The aim of the project is to construct permanent premises for the ICC on a prime site. The new Court will be situated between the natural rolling dunes landscape and the edge of The Hague on the site where the Alexanderkazerne (Alexander Barracks) were located on the van Alkemadelaan/Oude Waalsdorperweg.
The chosen site is an ideal location since it is situated close to the detention centre and to major roads. The site is part of the International Zone of The Hague which also contains the Peace Palace, Europol, ICTY, OPCW and The Hague World Forum.
The host state (The Netherlands) made the site available free of charge. The project is funded by the 122 States Parties that have ratified the Rome Statute, through a mixture of one-time payments or via the utilisation of a loan offered by the host state. In addition, the host state organised and financed the architectural design competition, which started at the end of 2008.

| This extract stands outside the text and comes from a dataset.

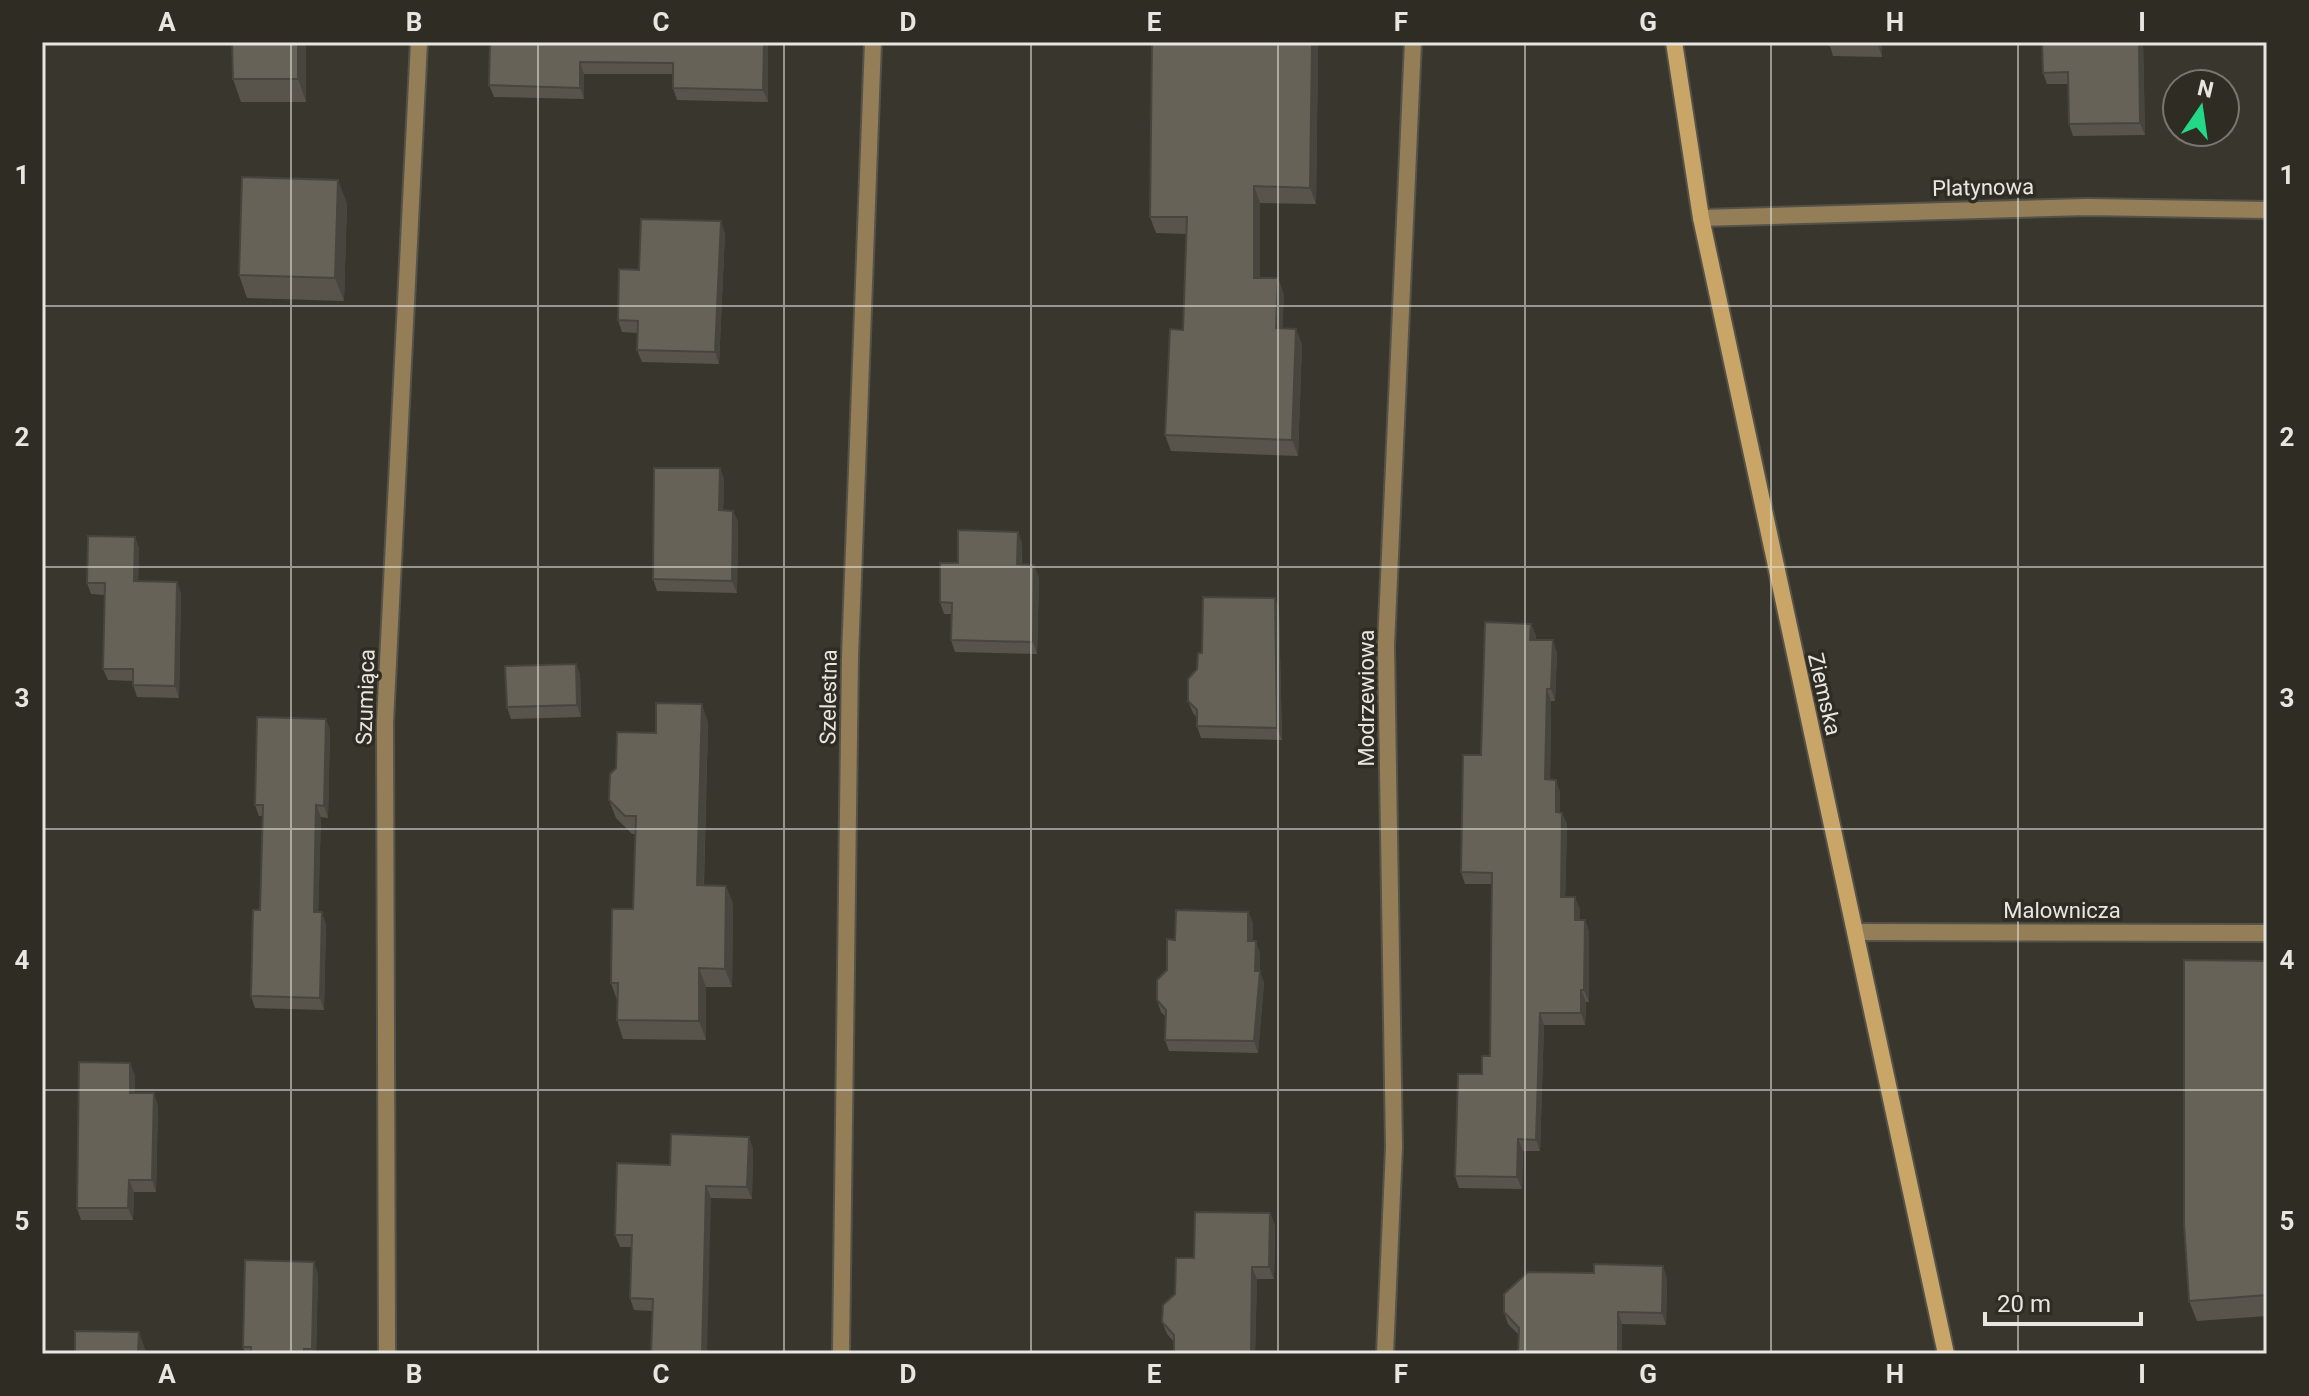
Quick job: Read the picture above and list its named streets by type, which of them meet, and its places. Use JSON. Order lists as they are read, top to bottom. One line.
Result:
{"streets":{"street":["Platynowa","Ziemska","Szumiąca","Szelestna","Modrzewiowa","Malownicza"]},"crossings":[["Platynowa","Ziemska"],["Ziemska","Malownicza"]],"scale_bar":"20 m","north":"top","grid":{"columns":["A","B","C","D","E","F","G","H","I"],"rows":["1","2","3","4","5"]}}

In 2010 the Danish firm schmidt hammer lassen was selected to design the new premises, as its design met all the ICC’s criteria, including design quality, sustainability, functionality and cost. In October 2012 the tendering procedure for the General Contractor was completed and the combination Visser & Smit Bouw and Boele & van Eesteren (“Courtys”) was selected for the realisation of the ICC’s Permanent Premises.
Construction will be completed in 2015, when the premises will be ready for use.